### Study material:
--- --- ---

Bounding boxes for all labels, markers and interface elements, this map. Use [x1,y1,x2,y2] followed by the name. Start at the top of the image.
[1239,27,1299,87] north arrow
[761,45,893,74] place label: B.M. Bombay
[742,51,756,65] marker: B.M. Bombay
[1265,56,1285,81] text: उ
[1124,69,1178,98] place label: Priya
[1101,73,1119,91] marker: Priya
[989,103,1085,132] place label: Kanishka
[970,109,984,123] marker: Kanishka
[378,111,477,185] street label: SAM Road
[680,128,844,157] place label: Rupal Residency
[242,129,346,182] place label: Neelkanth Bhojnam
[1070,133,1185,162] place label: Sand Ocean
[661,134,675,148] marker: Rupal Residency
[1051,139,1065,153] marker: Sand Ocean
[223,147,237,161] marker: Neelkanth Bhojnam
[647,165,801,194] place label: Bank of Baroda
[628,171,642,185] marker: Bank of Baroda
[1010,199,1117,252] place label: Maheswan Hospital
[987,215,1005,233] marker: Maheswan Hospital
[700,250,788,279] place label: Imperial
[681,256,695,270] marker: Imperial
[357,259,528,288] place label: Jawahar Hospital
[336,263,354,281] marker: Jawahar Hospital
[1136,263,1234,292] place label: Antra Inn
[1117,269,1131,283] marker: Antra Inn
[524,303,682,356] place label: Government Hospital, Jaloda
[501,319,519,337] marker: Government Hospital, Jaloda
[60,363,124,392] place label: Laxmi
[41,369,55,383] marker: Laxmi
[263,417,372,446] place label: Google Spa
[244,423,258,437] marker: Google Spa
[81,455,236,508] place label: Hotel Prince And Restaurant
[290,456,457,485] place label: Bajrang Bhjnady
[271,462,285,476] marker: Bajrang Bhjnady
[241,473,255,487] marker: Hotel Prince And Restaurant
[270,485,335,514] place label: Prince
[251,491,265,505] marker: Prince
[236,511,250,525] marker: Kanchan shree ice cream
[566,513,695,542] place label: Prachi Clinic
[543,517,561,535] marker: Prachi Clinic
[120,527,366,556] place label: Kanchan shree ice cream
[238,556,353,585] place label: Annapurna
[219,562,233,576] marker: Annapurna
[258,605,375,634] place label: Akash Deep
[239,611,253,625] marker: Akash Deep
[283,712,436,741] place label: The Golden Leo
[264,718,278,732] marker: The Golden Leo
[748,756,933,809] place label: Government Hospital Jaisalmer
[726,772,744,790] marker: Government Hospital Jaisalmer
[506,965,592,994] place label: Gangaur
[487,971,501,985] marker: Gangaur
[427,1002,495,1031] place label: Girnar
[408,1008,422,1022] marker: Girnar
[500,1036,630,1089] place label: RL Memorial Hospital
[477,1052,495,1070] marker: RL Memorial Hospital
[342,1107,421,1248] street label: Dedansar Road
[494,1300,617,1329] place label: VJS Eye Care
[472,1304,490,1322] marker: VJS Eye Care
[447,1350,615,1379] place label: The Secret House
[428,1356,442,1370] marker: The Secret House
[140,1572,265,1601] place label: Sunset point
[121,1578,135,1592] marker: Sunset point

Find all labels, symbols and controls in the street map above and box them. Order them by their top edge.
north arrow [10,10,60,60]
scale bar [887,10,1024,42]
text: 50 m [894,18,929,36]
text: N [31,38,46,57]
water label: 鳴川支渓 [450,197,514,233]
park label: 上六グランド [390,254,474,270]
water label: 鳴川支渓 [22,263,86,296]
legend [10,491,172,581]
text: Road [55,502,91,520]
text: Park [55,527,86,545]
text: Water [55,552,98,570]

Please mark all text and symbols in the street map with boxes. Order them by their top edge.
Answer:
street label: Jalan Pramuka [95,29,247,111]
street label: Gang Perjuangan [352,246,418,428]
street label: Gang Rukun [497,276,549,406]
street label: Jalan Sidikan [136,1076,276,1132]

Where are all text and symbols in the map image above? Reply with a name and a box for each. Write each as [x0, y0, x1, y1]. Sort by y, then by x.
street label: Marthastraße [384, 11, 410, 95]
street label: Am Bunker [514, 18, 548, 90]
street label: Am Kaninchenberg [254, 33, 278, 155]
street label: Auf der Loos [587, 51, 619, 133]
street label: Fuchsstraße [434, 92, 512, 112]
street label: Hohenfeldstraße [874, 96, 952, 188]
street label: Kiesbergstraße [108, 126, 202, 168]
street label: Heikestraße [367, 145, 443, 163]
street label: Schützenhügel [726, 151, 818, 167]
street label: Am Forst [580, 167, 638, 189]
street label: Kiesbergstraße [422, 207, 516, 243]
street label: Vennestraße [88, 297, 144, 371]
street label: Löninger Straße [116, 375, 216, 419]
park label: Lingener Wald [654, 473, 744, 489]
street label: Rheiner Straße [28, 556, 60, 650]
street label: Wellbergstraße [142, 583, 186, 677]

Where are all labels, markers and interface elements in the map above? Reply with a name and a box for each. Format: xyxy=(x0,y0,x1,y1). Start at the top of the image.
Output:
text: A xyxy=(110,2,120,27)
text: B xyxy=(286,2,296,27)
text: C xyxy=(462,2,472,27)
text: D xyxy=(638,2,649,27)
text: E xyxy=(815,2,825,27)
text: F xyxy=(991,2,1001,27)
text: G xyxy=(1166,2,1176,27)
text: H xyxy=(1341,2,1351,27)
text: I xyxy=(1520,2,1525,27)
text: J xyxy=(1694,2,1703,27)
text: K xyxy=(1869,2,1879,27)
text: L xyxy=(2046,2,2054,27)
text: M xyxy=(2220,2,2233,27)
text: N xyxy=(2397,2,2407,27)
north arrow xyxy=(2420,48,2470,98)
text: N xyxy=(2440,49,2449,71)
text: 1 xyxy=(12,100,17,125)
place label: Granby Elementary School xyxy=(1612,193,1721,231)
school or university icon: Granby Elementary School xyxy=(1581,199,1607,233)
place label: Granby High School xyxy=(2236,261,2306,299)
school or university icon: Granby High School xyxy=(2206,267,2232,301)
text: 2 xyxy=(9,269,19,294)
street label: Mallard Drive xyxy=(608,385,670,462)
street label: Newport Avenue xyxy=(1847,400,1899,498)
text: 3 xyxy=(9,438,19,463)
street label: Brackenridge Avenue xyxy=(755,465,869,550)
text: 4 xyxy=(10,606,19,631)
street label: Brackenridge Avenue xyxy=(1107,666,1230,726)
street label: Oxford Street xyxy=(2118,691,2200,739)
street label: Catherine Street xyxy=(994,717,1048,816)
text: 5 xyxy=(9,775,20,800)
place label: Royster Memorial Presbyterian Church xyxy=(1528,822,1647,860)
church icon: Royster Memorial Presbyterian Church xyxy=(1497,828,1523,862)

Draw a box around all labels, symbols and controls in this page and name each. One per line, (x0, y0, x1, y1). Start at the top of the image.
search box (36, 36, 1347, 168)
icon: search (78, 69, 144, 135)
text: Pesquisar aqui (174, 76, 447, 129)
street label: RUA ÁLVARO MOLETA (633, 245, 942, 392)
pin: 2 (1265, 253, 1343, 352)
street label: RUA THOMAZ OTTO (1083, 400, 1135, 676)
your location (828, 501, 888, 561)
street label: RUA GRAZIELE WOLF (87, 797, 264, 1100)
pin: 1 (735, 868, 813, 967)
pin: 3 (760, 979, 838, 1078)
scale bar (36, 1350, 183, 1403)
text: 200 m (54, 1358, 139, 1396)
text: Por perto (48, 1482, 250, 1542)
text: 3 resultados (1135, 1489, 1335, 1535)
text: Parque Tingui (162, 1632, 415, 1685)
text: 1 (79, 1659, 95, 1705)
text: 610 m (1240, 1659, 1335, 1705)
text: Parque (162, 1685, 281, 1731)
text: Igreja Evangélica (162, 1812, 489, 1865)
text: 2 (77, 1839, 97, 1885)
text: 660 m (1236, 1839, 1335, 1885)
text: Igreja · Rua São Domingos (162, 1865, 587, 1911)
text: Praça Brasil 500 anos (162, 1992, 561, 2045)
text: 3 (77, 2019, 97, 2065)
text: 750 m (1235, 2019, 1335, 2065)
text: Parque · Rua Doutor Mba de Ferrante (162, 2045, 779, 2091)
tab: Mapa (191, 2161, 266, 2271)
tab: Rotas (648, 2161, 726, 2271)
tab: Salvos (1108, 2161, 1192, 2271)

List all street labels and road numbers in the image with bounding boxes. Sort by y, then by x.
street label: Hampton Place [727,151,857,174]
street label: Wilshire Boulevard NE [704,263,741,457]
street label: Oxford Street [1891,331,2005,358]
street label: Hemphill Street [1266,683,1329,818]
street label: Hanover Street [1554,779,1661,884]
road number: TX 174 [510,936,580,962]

--- --- ---

### Exercise objective:
A complete answer gives every line of the data that includes "Oxford".

### Your solution:
street label: Oxford Street xyxy=(2118,691,2200,739)
street label: Oxford Street [1891,331,2005,358]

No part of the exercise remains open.